Unfortunately, this perfect harmony was shattered when Adam and Eve turned away from God by disobeying him in the garden of eden. Sin wounded and disfigured our nature, and deprived us of the supernatural life we were created to enjoy. We were in need of a savior because, as St. Anselm taught, ‘the debt was so great that while man alone owed it, only God could pay it.’ This is why “the word became flesh and dwelt among us” - to take on our nature and pay the debt we could not. The debt we owed was a debt of love. Nothing less than a total self gift could pay this debt, and no one else but God could make it.
Through the institution of the Eucharist at the last supper, Jesus teaches and empowers us through grace to love as God loves: total self gift to the Father, even unto death. We are able to give unto death because we have faith in Jesus, and we know that death cannot ultimately take away our life. We know this because in Christ we are joined to God, and God cannot die. Although our human nature will suffer death for a time, in Christ we will one day rise again as he did.

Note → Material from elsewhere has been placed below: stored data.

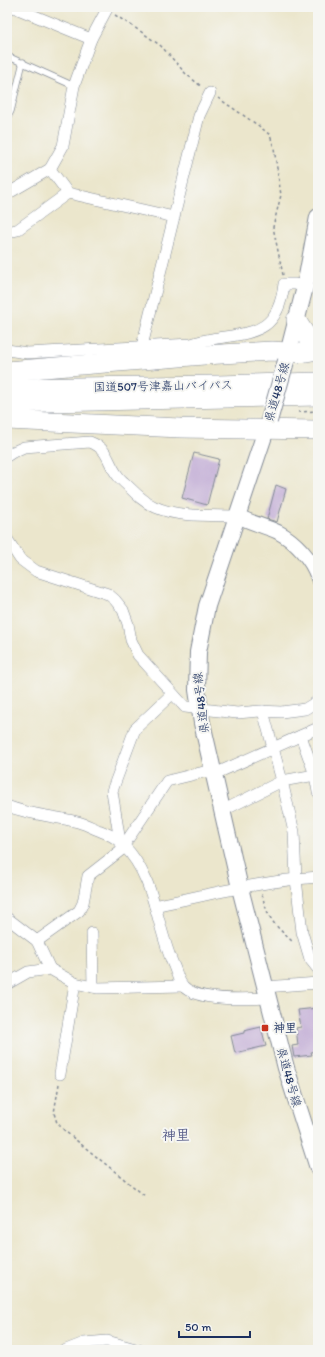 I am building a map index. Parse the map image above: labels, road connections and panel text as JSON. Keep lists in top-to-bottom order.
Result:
{
  "streets": {
    "highway": ["国道507号津嘉山バイパス"],
    "main road": ["県道48号線"]
  },
  "districts": ["神里"],
  "places": {
    "transit": ["神里"]
  },
  "scale_bar": "50 m"
} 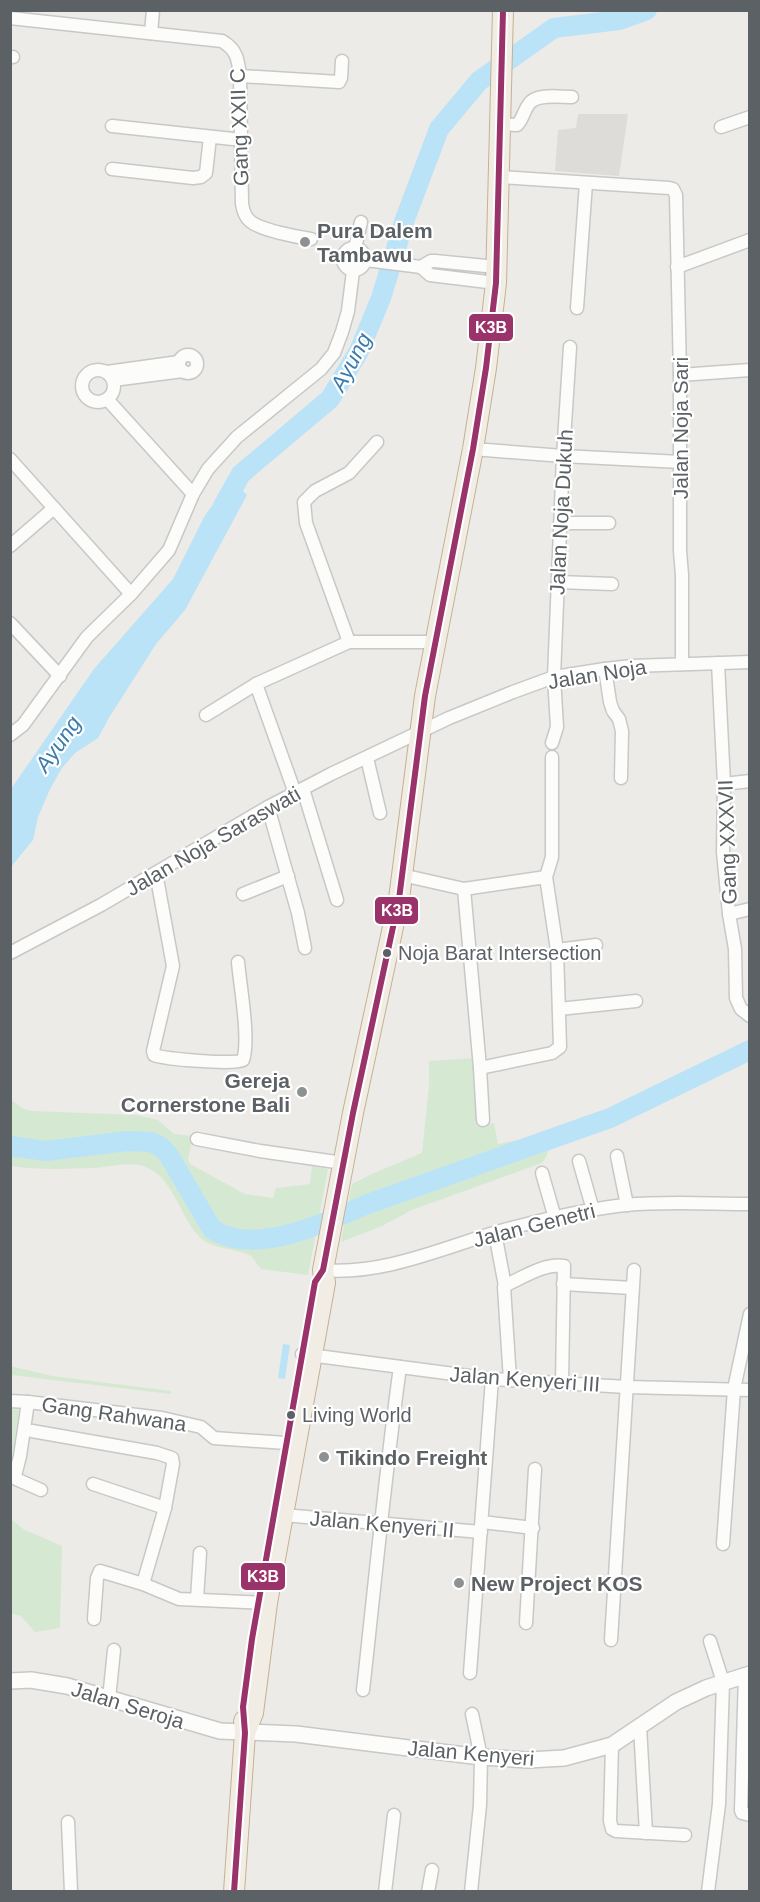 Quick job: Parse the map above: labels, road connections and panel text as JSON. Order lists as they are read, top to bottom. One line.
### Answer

In the Mass, the priest asks the congregation to pray for this offering. He says, “pray brethren that my sacrifice and yours may be acceptable to God the Father Almighty.” This prayer captures what we do in the Mass. We are not mere spectators watching the priest offer the sacrifice. The sacrifice is offered at the priest’s hands, but it is offered by the whole body of Christ. When we go to Mass, we could almost think of blessing ourselves with holy water as our ‘clocking in.’ We have a job to do - a sacrifice to offer. No one else can do it for us.
In your test run today, place yourself at the first Mass - the last supper. Listen to Jesus speak the words, “Do this, in memory of me.’ What are you ‘doing’ when you attend Mass? Do you see it as your sacrifice, or are you merely watching it? If you want to learn more about how to pray the mass rather than merely watch it, check out the video I posted above by Fr. Mike Schmitz. May God bless you as you pray.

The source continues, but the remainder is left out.